Criticismo antitético

Se imaginar é interpretar erroneamente, tal como todos os poemas são antitéticos a seus precursores, então, para imaginar depois de um poeta, basta aprender suas próprias metáforas, empregadas em seus atos de leitura. Assim, o cristicismo torna-se necessariamente e igualmente antitético, uma série de variações oriundas de enganos criativos, relativas a atos originais. A primeira divergência é aprender a ler, tanto um grande poeta precursor, como seus maiores descendentes, que assim se compeliram a sê-lo.

A segunda é ler os descendentes como se fôssemos seus discípulos e, dessa forma, nos compelir a aprender aquilo que devêssemos revisar como se fôssemos usá-los em nosso próprio trabalho e como os reivindicássemos às nossas próprias vidas. Entretanto, nenhuma dessas questões é ainda o criticismo antitético.
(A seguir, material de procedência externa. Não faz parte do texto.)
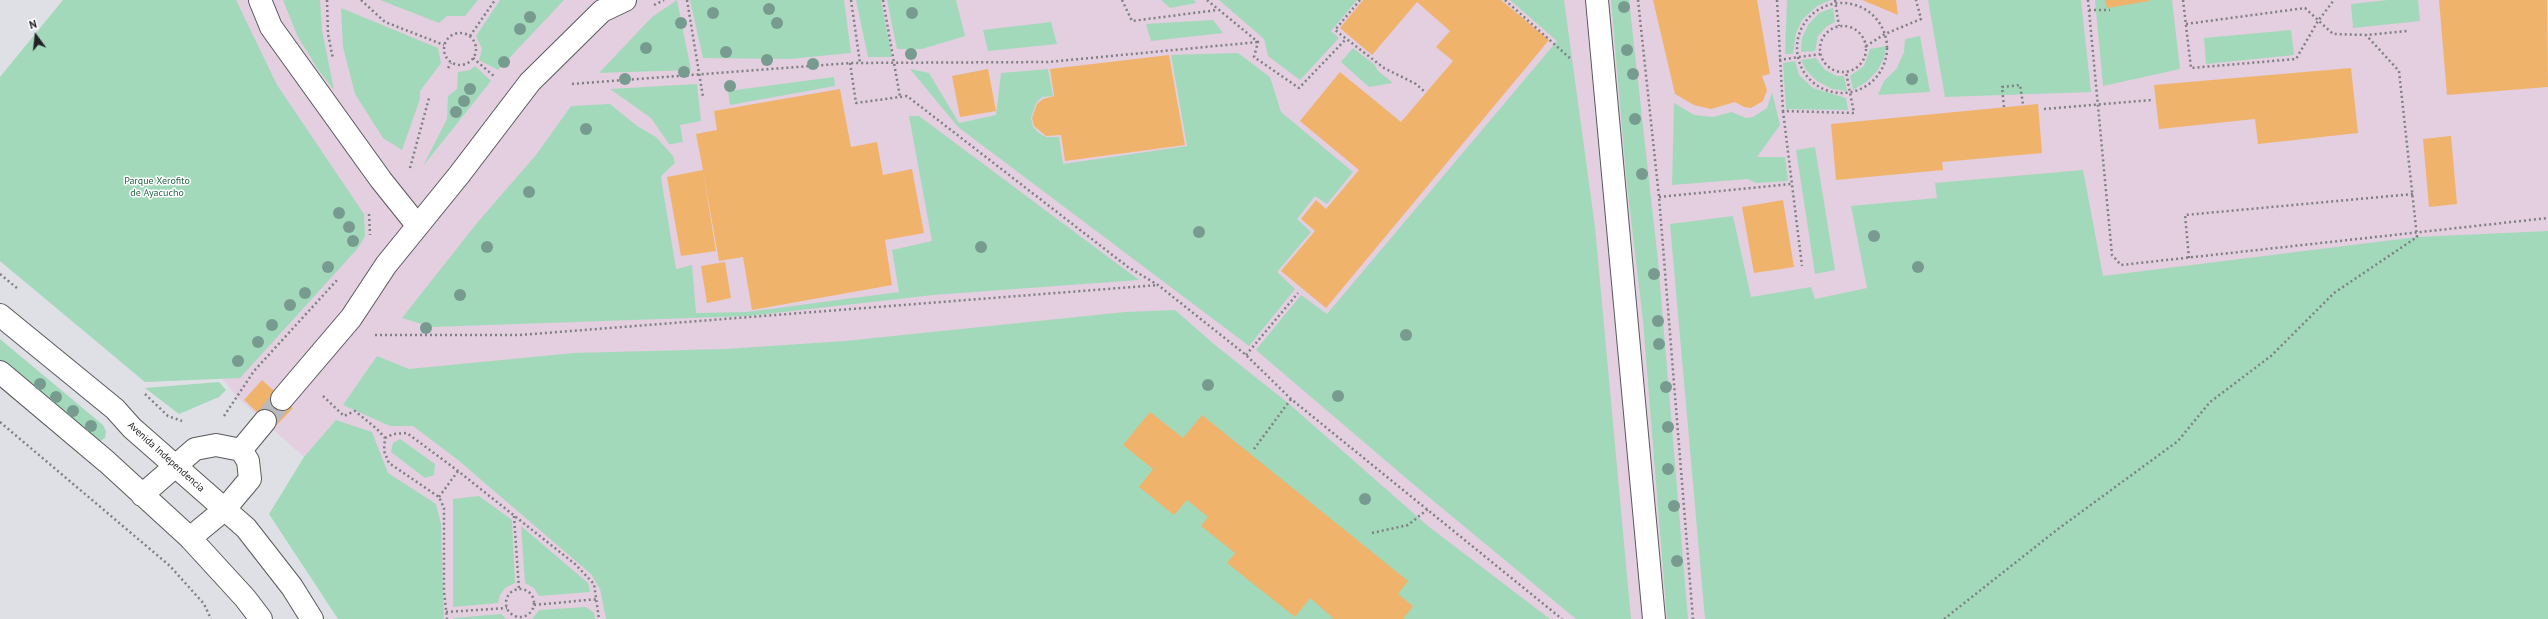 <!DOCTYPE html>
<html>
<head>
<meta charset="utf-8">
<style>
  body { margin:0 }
  #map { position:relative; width:2548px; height:619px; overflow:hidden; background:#dfdfe6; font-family:"PT Sans",sans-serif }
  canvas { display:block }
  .north { position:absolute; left:16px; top:16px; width:40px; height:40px; -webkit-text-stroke:3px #fff; paint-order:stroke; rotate:345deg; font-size:11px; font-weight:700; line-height:16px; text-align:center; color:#222224 }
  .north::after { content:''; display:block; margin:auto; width:14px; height:18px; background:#222224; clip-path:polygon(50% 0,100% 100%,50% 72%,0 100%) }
</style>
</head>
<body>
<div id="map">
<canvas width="2548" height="619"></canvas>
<div class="north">N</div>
</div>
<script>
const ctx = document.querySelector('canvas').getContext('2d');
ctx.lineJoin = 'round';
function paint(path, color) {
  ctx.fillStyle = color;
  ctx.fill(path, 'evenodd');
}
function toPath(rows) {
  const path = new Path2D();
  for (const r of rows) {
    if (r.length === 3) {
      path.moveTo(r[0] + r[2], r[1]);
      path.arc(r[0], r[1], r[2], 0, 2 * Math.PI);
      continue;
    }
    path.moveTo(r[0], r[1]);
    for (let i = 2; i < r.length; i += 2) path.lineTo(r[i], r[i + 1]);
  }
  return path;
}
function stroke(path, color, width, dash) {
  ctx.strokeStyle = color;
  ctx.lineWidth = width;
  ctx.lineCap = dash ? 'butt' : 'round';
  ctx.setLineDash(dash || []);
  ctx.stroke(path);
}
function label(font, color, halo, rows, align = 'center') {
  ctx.font = font + ' "PT Sans",sans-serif';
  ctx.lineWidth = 3;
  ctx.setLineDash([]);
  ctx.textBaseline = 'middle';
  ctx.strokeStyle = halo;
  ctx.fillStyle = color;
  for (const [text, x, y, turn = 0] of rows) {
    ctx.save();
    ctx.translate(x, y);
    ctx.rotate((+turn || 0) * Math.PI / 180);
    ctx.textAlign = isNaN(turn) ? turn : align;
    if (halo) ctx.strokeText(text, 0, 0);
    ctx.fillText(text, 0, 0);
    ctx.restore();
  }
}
paint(toPath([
  [63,0,2548,0,2548,619,396,619,391,507,304,457,237,397,222,378,145,382,0,261,0,77]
]), '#e3cfdf');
paint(toPath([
  [63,0,236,0,277,85,364,214,365,236,358,248,240,378,145,382,0,261,0,77],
  [283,0,320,0,322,30,334,90,319,71,297,35],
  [380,0,478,0,465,16,447,16,439,23],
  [500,0,564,0,498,70,479,60,482,49,476,36],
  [677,0,691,70,599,73,652,17],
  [690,0,844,0,851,53,789,59,703,58],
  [856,0,881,0,892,57,868,57],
  [887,0,956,0,965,36,922,49,897,49],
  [1161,0,1194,0,1196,3,1170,8],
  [1219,0,1357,0,1331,31,1339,38,1300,80,1268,56,1264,39],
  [1510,0,1564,0,1595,227,1631,619,1576,619,1413,484,1256,350,1301,295,1327,314,1557,41],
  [1611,0,1629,0,1658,261,1688,619,1667,619,1643,321,1627,185],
  [1787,0,1831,0,1817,6,1802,20,1796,33,1793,54,1785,54],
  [1928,0,2081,0,2091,92,1945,97],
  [2095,0,2172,0,2180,69,2103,86],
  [2388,0,2418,0,2420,21,2353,28,2351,4],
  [341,8,438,48,441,63,420,91,420,99,402,150,383,138,355,94,343,47],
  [1833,8,1835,22,1827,26,1818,36,1815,51,1801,52,1802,38,1808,25,1819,13],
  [1213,20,1223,33,1151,41,1146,24],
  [1051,22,1057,44,988,51,983,30],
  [2291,30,2294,55,2206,64,2204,38],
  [1920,36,1930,92,1878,95,1884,81,1897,68,1904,52,1905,39],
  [1886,46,1884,58,1877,71,1866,82,1853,90,1850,76,1864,66,1870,49],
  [1353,48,1375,65,1377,70,1393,83,1369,87,1341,62],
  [1238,53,1270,77,1281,112,1353,172,1327,204,1315,196,1297,219,1311,232,1277,272,1295,289,1249,346,958,127,910,69,929,73,959,123,996,115,1001,73,1048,69,1053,96,1042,97,1036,103,1031,118,1033,127,1039,133,1046,137,1059,137,1063,164,1187,146,1171,55],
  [1816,58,1825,70,1837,76,1844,76,1847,91,1832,89,1817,81,1806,70,1801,60],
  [1795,61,1799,75,1813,88,1846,98,1848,110,1786,109,1783,63],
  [475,66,491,81,423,166,447,119,448,96,457,89,458,72,470,70],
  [834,77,835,86,730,105,728,91],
  [697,84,701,121,680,125,683,142,672,144,669,144,651,118,610,89],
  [1772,92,1780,125,1757,157,1785,157,1788,181,1756,183,1748,179,1672,185,1674,103,1694,115,1713,117,1732,112,1746,118,1753,117,1767,108],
  [610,104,637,126,656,137,673,156,675,163,661,176,662,184,676,269,692,265,696,313,747,312,899,292,892,250,932,241,909,116,919,116,1139,280,933,295,748,316,431,327,402,318,477,223,536,155,571,106],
  [1815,147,1835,270,1815,274,1796,150],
  [2083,170,2103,276,2417,237,2548,231,2548,619,1705,619,1670,224,1733,216,1751,297,1811,287,1815,299,1867,288,1851,206,1937,198,1935,183],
  [1175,310,1215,345,1288,403,1428,526,1550,619,606,619,600,589,591,574,458,460,413,426,390,426,343,405,377,356,409,369,574,353,725,349,845,341,1125,312],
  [0,339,103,425,106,431,105,438,99,442,0,362],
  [219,382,226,390,219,397,179,414,145,388],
  [336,420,372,432,388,473,436,504,441,524,444,619,338,619,269,514,304,457],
  [400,439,435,464,434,475,425,478,391,452,393,443],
  [479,496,512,520,515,583,505,588,500,595,498,603,453,607,453,499],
  [521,526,588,583,590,592,539,596,534,588,525,583],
  [586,607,594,613,595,619,532,619,539,610],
  [501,614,506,619,453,619,453,618]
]), '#a3d9bb');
paint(toPath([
  [1363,0,1501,0,1549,40,1326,308,1281,271,1315,231,1301,219,1316,200,1326,209,1359,170,1300,121,1340,72,1401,122,1453,61,1436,47,1450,31,1417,2,1372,55,1340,28],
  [1653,0,1757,0,1770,74,1762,76,1767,90,1763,101,1751,108,1744,107,1735,102,1711,109,1694,105,1675,94],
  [1862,0,1896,0,1898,15],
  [2105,0,2149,0,2149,1,2107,8],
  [2439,0,2547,0,2548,87,2447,95],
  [1169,55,1185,145,1065,161,1061,135,1046,136,1034,126,1032,118,1037,104,1043,99,1054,96,1050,69],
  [2351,68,2358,133,2258,144,2255,119,2159,129,2154,85],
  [988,69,996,111,960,117,952,76],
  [840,89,851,147,877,142,883,175,912,169,924,233,885,240,892,285,752,310,743,257,719,261,703,171,716,251,681,256,667,177,703,170,696,134,717,130,714,111],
  [2038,104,2042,153,1942,162,1943,170,1836,180,1831,124],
  [2451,136,2457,204,2429,207,2423,139],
  [1783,200,1794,267,1754,273,1742,207],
  [725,262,731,298,707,303,701,266],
  [262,380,293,408,274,428,244,400],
  [1150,412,1183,438,1202,415,1408,581,1398,594,1413,606,1403,619,1334,619,1310,598,1295,617,1227,563,1235,553,1201,526,1208,517,1187,500,1174,515,1139,487,1153,469,1123,445]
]), '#f0b36c');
stroke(toPath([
  [265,421,282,399]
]), '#b9b9bf', 22, [22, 11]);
const minor = toPath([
  [260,0,271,27,381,180,417,225],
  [1597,0,1654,619],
  [0,315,115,409,132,428,246,528,292,587,312,619],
  [0,372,107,462,190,538,245,598,261,619],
  [282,399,351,318,386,265,459,175,530,82,602,11,625,0],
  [241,450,265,421],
  [142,495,195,449,216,445,241,450,248,461,250,479,224,510,190,538]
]);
stroke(minor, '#59595f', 24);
stroke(toPath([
  [327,0,328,34,333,59],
  [361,0,385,22,444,45],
  [687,0,703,97],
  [851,0,860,63],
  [883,0,900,97],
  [1122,0,1132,21,1217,10],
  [1207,0,1258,42,1254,57,1299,88,1346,39],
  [1360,0,1335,30,1384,68,1416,84,1424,91],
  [1505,0,1572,60],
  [1638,0,1659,197,1693,619],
  [1777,0,1783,111,1854,113,1846,72],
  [1835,0,1839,26],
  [2088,0,2112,255,2121,265,2548,218],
  [2183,0,2191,68,2296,59,2318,21,2334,0],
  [1842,48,45],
  [654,5,664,0],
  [2089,10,2110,10],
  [2186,24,2305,8,2333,34,2366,35,2407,31],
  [1843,49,23],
  [460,49,16],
  [470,36,495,0],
  [1866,46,1885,34,1921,19,1916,0],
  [473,58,495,77],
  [1779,60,1820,54],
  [850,63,856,103,907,96,1128,267,1158,285,1246,355,1291,399,1562,619],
  [448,68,451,63],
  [572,84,850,63,1048,62,1258,42],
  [2004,107,2002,87,2020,85,2023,104],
  [2044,109,2152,100],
  [1783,111,1802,266],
  [410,168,429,98],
  [1659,197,1791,184],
  [369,214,370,235],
  [2189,258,2185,215,2413,194],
  [0,274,18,289],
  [375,335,520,335,1158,285],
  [1246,355,1298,293],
  [145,394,168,416,182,421],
  [323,396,344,416,355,411,377,429,385,438,384,451,389,463,439,497,444,508,444,591,447,619],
  [224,416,254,371,338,279],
  [0,422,170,566,204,604,211,619],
  [385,438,393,434,407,433,458,471,575,564,594,584,599,619],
  [1254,449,1291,399],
  [439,497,458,471],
  [514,516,519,589],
  [1372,533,1408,525,1428,509],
  [520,603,14],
  [534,605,598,599],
  [446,612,507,608],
  [1944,619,2058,529,2178,441,2210,402,2271,356,2334,293,2417,237,2399,71,2366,35]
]), '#7f7f84', 2.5, [2, 3]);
stroke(minor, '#fff', 22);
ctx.fillStyle = '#779c8f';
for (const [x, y] of [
  [1624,7],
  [769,9],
  [713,13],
  [912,13],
  [530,17],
  [681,23],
  [777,23],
  [520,29],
  [646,48],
  [1627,50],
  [726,52],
  [911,54],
  [767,60],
  [504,62],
  [813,64],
  [684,72],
  [1633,74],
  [625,79],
  [1912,79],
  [730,86],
  [470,89],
  [464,101],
  [456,112],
  [1635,119],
  [586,129],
  [1642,174],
  [529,192],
  [339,213],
  [349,227],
  [1199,232],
  [1874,236],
  [353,241],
  [487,247],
  [981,247],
  [328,267],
  [1918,267],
  [1654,274],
  [305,293],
  [460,295],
  [290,305],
  [1658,321],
  [272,325],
  [426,328],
  [1406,335],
  [258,342],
  [1659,344],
  [238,361],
  [40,384],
  [1208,385],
  [1666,387],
  [1338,396],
  [56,397],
  [73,411],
  [91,426],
  [1668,427],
  [1668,469],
  [1365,499],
  [1674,506],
  [1677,561]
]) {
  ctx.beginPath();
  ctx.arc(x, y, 6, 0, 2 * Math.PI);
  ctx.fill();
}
label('10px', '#226647', '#fff', [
  ["Parque Xerofito",157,181],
  ["de Ayacucho",157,193]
]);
label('10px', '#222224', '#fff', [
  ["Avenida Independencia",166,457,42]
]);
</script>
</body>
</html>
Ele só se inicia quando nós mensuramos o primeiro clinamen comparado ao segundo. Quando descobrimos qual é o sotaque dessa divergência, prosseguimos a aplicá-la corretivamente à leitura do primeiro, não à do segundo poeta ou grupo de poetas. (…) Cada poema é um mal entendido do poema pai. Um poema não é uma superação da angústia, mas é a própria angústia. Os mal entendidos dos poetas, em seus poemas, são ainda mais drásticos do que os mal entendidos dos críticos e do criticismo; existe, contudo, só uma diferença de grau, e ela não é assim grande. Não há entendimentos, mas somente mal entendidos, assim sendo, o criticismo não é mais que poesia em prosa. Críticos são somente (precisamente) avaliados melhores ou piores se relativos a outros críticos, poetas são avaliados melhores ou piores se relativos a outros poetas. O crítico deve ser descoberto assim como o poeta, que deve ser descoberto a partir da abertura dada pelo seu precursor. A diferença é que o crítico tem mais pais. Afinal, seus precursores são os poetas e os críticos. Entretanto, na verdade, críticos também são precursores de poetas e a história tem nos mostrado isso freqüentemente.

1973, Oxford University Press. The Anxiety of Influence: A Theory of Poetry. New York: Oxford University Press, 1973; 2d ed., 1997. Tradução de Rafael Coelho.